Ballistic performance
| Bullet mass/type | Velocity | Energy |
| 946 gr (61 g) Mark I | 760 m/s | 17,726 J |  |
| 741 gr (48 g) APCR Tungsten | 945 m/s | 21,434 J |  |

= .55 Boys =

Anti-tank rifle cartridge

The .55 Boys (13.9×99mmB in metric) is an anti-tank cartridge used by the United Kingdom during World War II. It was designed for use with the Boys anti-tank rifle.

==Design==
The .55 Boys is a 13.2×99mm Hotchkiss cartridge, necked up in the mid-1930s to accept a .55 caliber bullet. Since the case was left with less of a shoulder, a belt was added to ensure reliable headspacing. The .55 Boys performed poorly compared to contemporary foreign anti-tank rounds, such as the German 7.92×94mm Patronen and the Soviet 14.5×114mm rounds. As a result, it was quickly deemed obsolete.

==History==

The concept of a small arms round for use against tanks began with the German 13.2mm TuF round, designed during World War I to counter the first British tanks.

In the 1930s, the United Kingdom began designing an anti-tank rifle to address the threat posed by enemy armored vehicles in the event of a war.

The gun design was initially trialed using a .50 inch bullet with a belted case. Due to insufficient armour-piercing performance, the calibre was increased to .55.

Development of the .55 Boys was initiated by Captain Henry C. Boys, the assistant superintendent of design at the Royal Small Arms Factory, Enfield, in 1934. Boys died before the rifle was officially adopted, and it was named in his honour. The .55 Boys round was a modified .50 BMG round necked up to accept a larger, steel-cored bullet to increase armour penetration. A belt was added to reinforce the case due to the heavy propellant charge.

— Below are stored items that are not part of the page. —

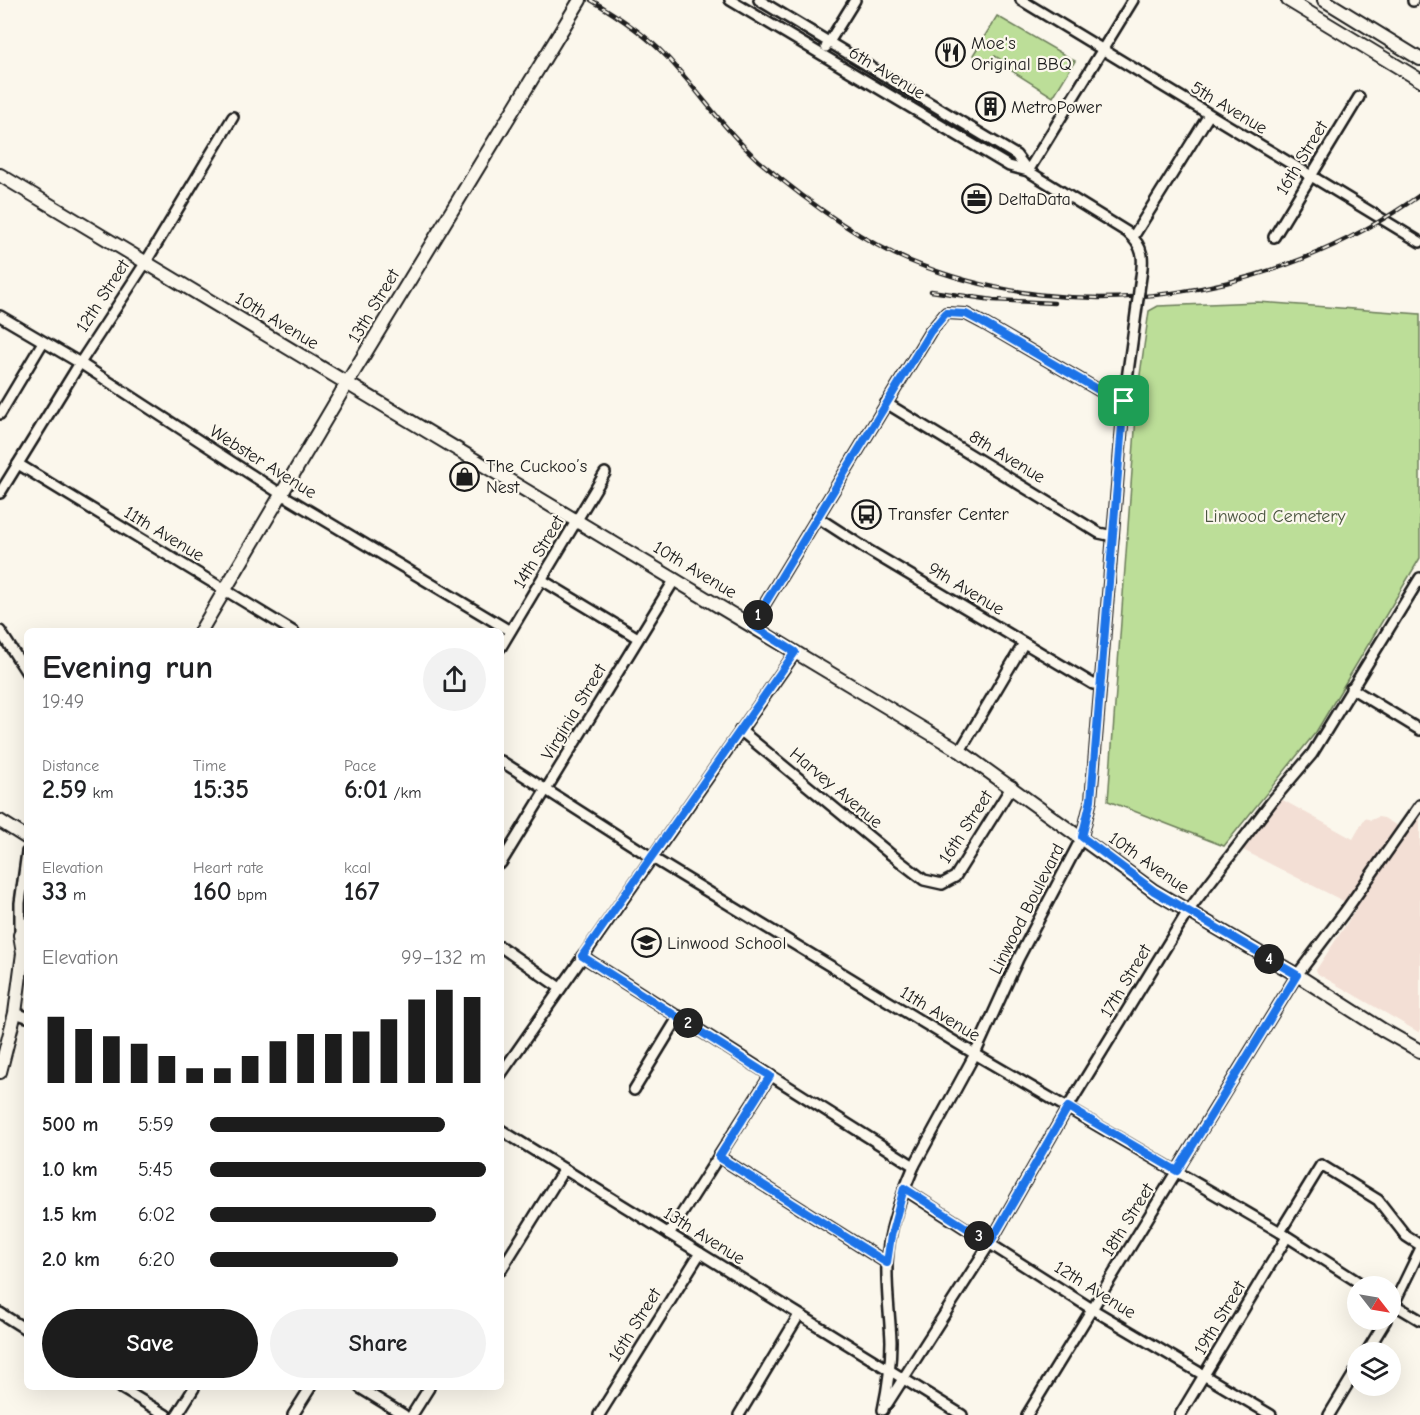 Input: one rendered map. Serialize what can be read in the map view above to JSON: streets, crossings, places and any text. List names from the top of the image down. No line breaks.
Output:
{"streets":{"main road":["13th Street","10th Avenue"],"street":["6th Avenue","5th Avenue","16th Street","12th Street","8th Avenue","Webster Avenue","11th Avenue","14th Street","9th Avenue","Virginia Street","Harvey Avenue","Linwood Boulevard","17th Street","18th Street","13th Avenue","12th Avenue","19th Street"]},"crossings":[["6th Avenue","Linwood Boulevard"],["5th Avenue","16th Street"],["16th Street","10th Avenue"],["16th Street","Harvey Avenue"],["16th Street","13th Avenue"],["12th Street","10th Avenue"],["12th Street","Webster Avenue"],["12th Street","11th Avenue"],["13th Street","10th Avenue"],["13th Street","Webster Avenue"],["13th Street","11th Avenue"],["10th Avenue","14th Street"],["10th Avenue","Virginia Street"],["10th Avenue","Linwood Boulevard"],["10th Avenue","17th Street"],["10th Avenue","18th Street"],["8th Avenue","Linwood Boulevard"],["Webster Avenue","14th Street"],["11th Avenue","Virginia Street"],["11th Avenue","Linwood Boulevard"],["11th Avenue","17th Street"],["11th Avenue","18th Street"],["11th Avenue","19th Street"],["9th Avenue","Linwood Boulevard"],["Linwood Boulevard","13th Avenue"],["Linwood Boulevard","12th Avenue"],["17th Street","13th Avenue"],["17th Street","12th Avenue"],["18th Street","12th Avenue"],["12th Avenue","19th Street"]],"parks":["Linwood Cemetery"],"places":{"restaurant":["Moe's Original BBQ"],"building":["MetroPower"],"office":["DeltaData"],"shop":["The Cuckoo’s Nest"],"bus stop":["Transfer Center"],"school or university":["Linwood School"]},"north":"bottom right","page":{"pins":["1","4","2","3"],"heading":["Evening run","19:49"],"stats":[["Distance","2.59 km"],["Time","15:35"],["Pace","6:01 /km"],["Elevation","33 m"],["Heart rate","160 bpm"],["kcal","167"]],"chart":["Elevation","99–132 m"],"list":[{"name":"500 m","note":"5:59"},{"name":"1.0 km","note":"5:45"},{"name":"1.5 km","note":"6:02"},{"name":"2.0 km","note":"6:20"}],"buttons":["Save","Share"]}} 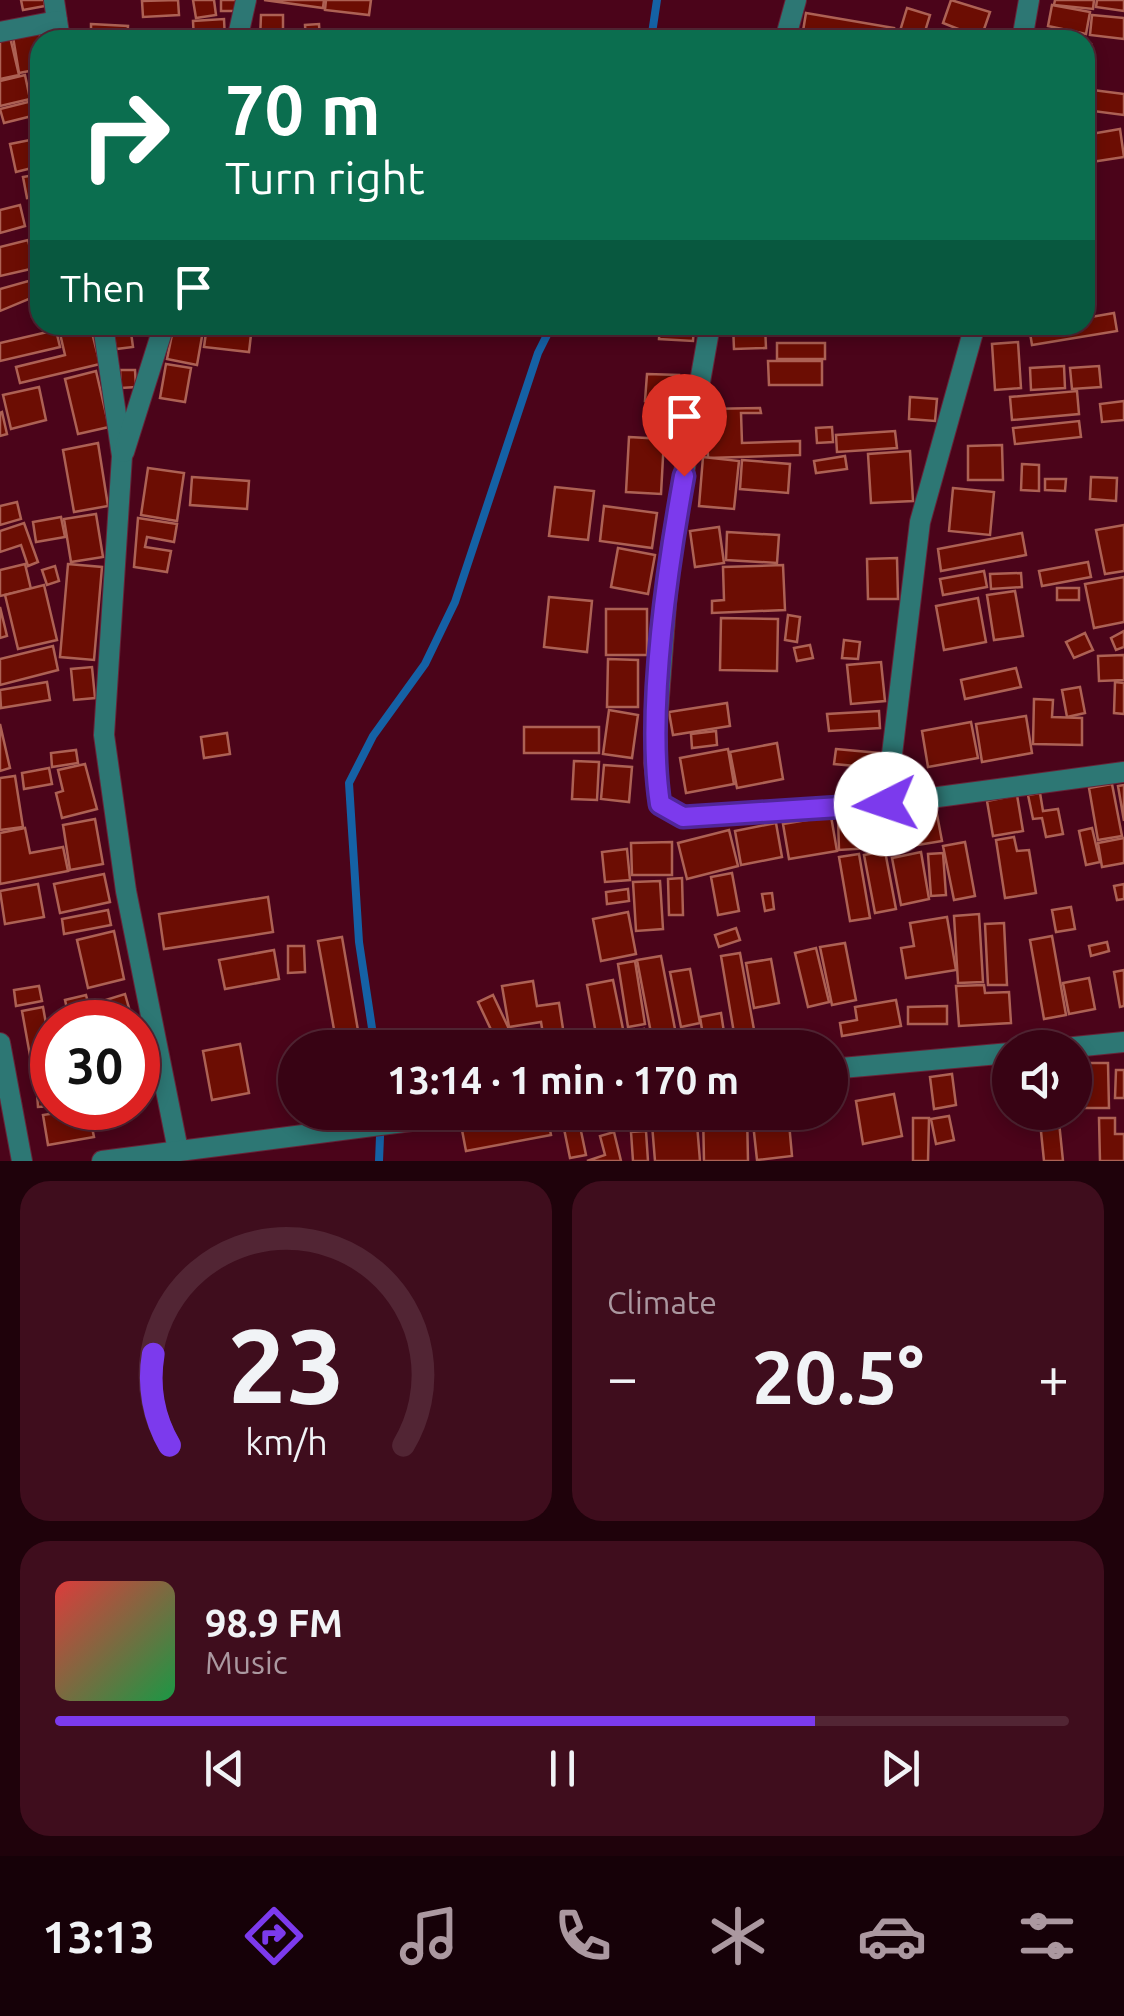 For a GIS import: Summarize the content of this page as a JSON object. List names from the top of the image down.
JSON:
{
  "page": {
    "turn": ["70 m", "Turn right"],
    "then": "Then",
    "limit": "30",
    "trip": "13:14 · 1 min · 170 m",
    "tile": "Climate",
    "heat": ["−", "20.5°", "+"],
    "song": ["98.9 FM", "Music"],
    "tabs": "13:13",
    "gauge": ["23", "km/h"]
  }
} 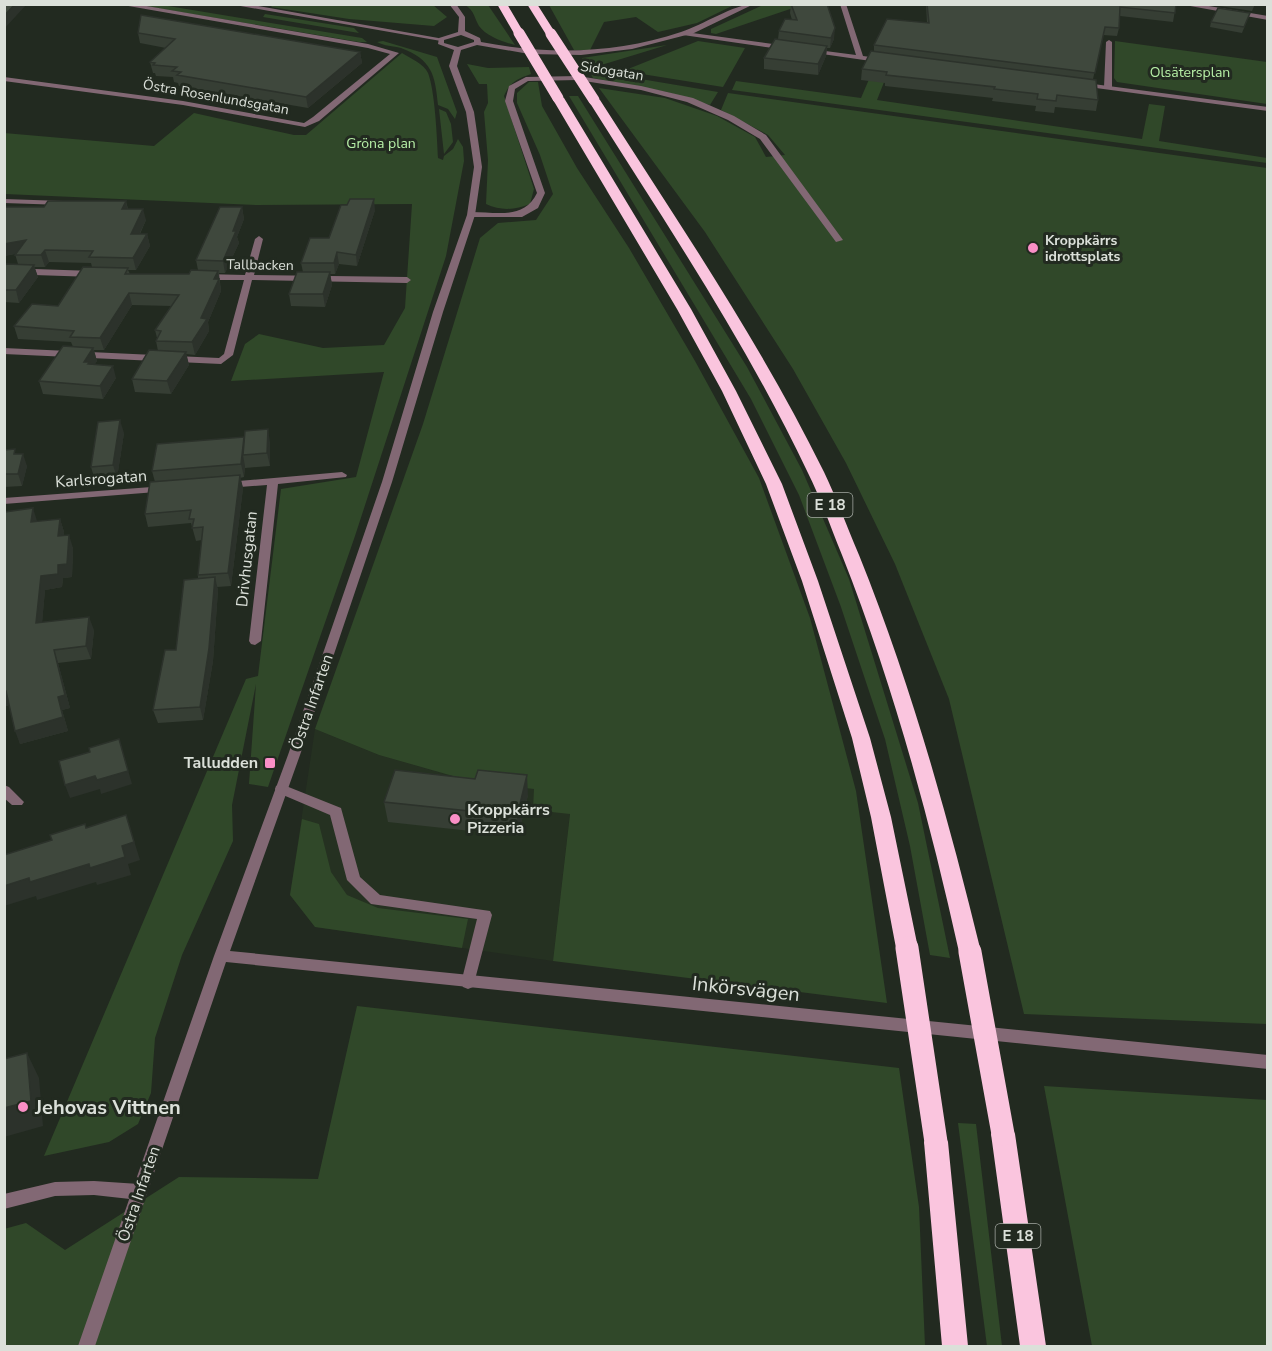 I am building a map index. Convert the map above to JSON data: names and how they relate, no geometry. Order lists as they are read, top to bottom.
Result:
{
  "streets": {
    "highway": ["E 18"],
    "street": [
      "Sidogatan",
      "Östra Rosenlundsgatan",
      "Tallbacken",
      "Karlsrogatan",
      "Drivhusgatan",
      "Östra Infarten",
      "Inkörsvägen"
    ]
  },
  "crossings": [
    ["Sidogatan", "Östra Infarten"],
    ["Östra Infarten", "Inkörsvägen"]
  ],
  "parks": ["Olsätersplan", "Gröna plan"],
  "places": {
    "other": ["Kroppkärrs idrottsplats", "Kroppkärrs Pizzeria", "Jehovas Vittnen"],
    "transit": ["Talludden"]
  }
} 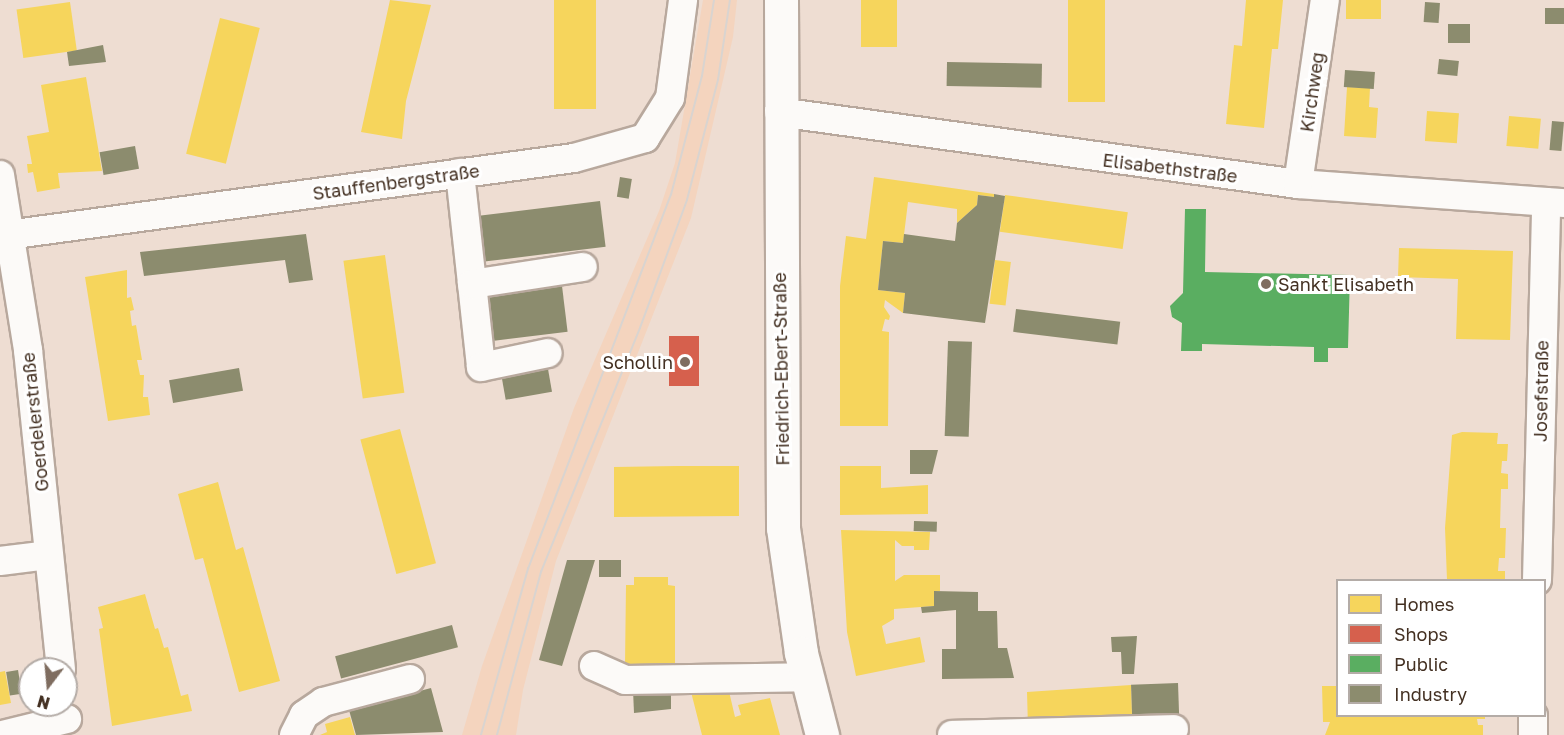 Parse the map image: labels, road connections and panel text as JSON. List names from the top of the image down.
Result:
{
  "streets": {
    "main road": ["Friedrich-Ebert-Straße"],
    "street": [
      "Kirchweg",
      "Elisabethstraße",
      "Stauffenbergstraße",
      "Josefstraße",
      "Goerdelerstraße"
    ]
  },
  "crossings": [
    ["Kirchweg", "Elisabethstraße"],
    ["Elisabethstraße", "Friedrich-Ebert-Straße"],
    ["Elisabethstraße", "Josefstraße"],
    ["Stauffenbergstraße", "Goerdelerstraße"]
  ],
  "places": ["Sankt Elisabeth", "Schollin"],
  "legend": [
    "Homes",
    "Shops",
    "Public",
    "Industry"
  ],
  "north": "bottom"
} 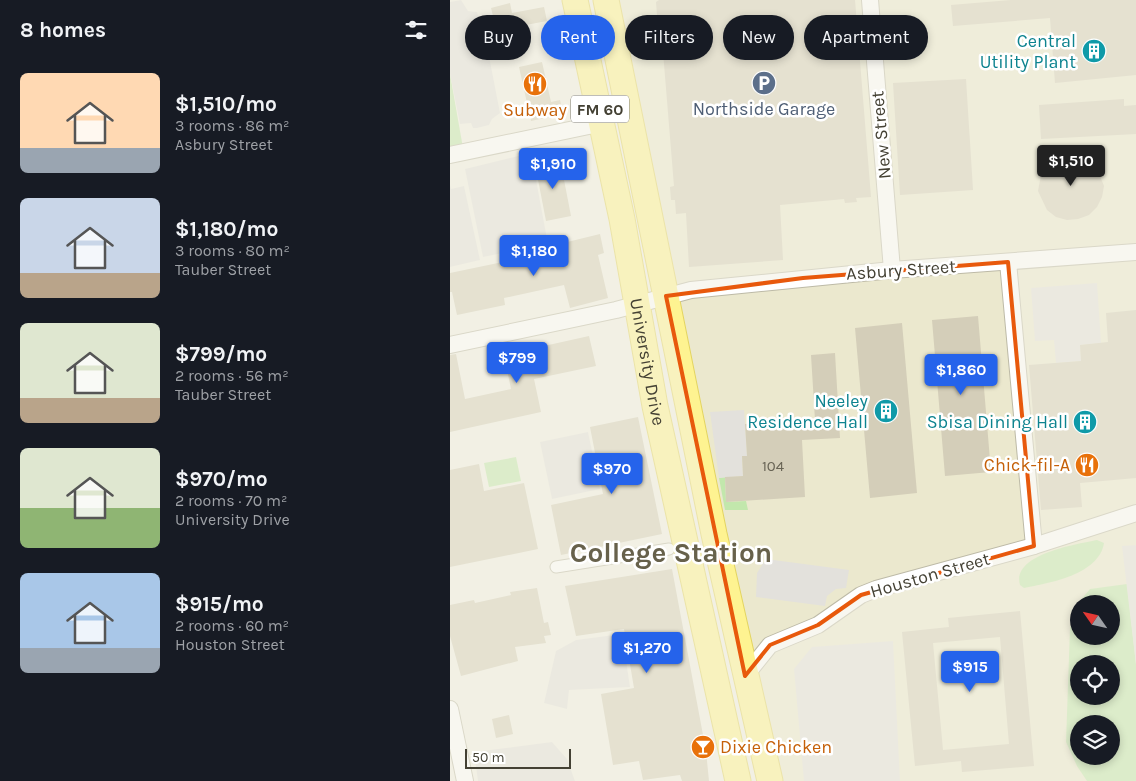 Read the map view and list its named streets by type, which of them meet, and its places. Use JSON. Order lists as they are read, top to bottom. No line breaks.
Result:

The .55 Boys was adopted and manufactured alongside the Boys anti-tank rifle in 1937 by firms such as Kynoch throughout the Commonwealth of Nations. When the United Kingdom entered World War II, the .55 Boys was soon found to be insufficient against even early war Axis tanks in late 1939 and 1940. However, the UK had to rely on the .55 Boys due to the lack of better infantry anti-tank weapons at the time. When the PIAT anti-tank weapon was introduced in 1943, its shaped charge proved far more effective against enemy armour than the .55 Boys. The Boys rifle was phased out of frontline service as the PIAT became the British military's primary handheld anti-tank weapon.

Although not highly effective as an anti-tank weapon, the .55 Boys was used until the end of World War II by British and Commonwealth forces. It also saw use during the Winter War and Continuation War by Finland. The Boys was issued to Home Guard units in the UK for use against "light armoured fighting vehicles... which the Home Guard are likely to have to deal with, certainly in the early stages of either an airborne or seaborne landing on our coasts." A handbook for its use noted that, in addition to the expected armour penetration at various distances and angles, it would penetrate 14 inches of brick wall and 10 inches of sandbags.

By the conclusion of World War II, the .55 Boys was no longer used in any major capacity.

==Variants==
The .55 Boys round went through two major variants in its lifetime, along with an experimental variant that was never adopted by the United Kingdom.

===Mark I===
The first variant of the .55 Boys used a 926 gr hardened-steel-core bullet with a lead sleeve, covered with a steel jacket. A ball and tracer version of this round was also developed, along with a practice round featuring an aluminium core to make it more suitable for training. It has a muzzle velocity of approximately 747 m/s.

===Mark II===
An improved loading, known as the Mark II, was introduced to enhance the round's velocity and penetration. It achieves a muzzle velocity of approximately 884 m/s (2,899.5 ft/s).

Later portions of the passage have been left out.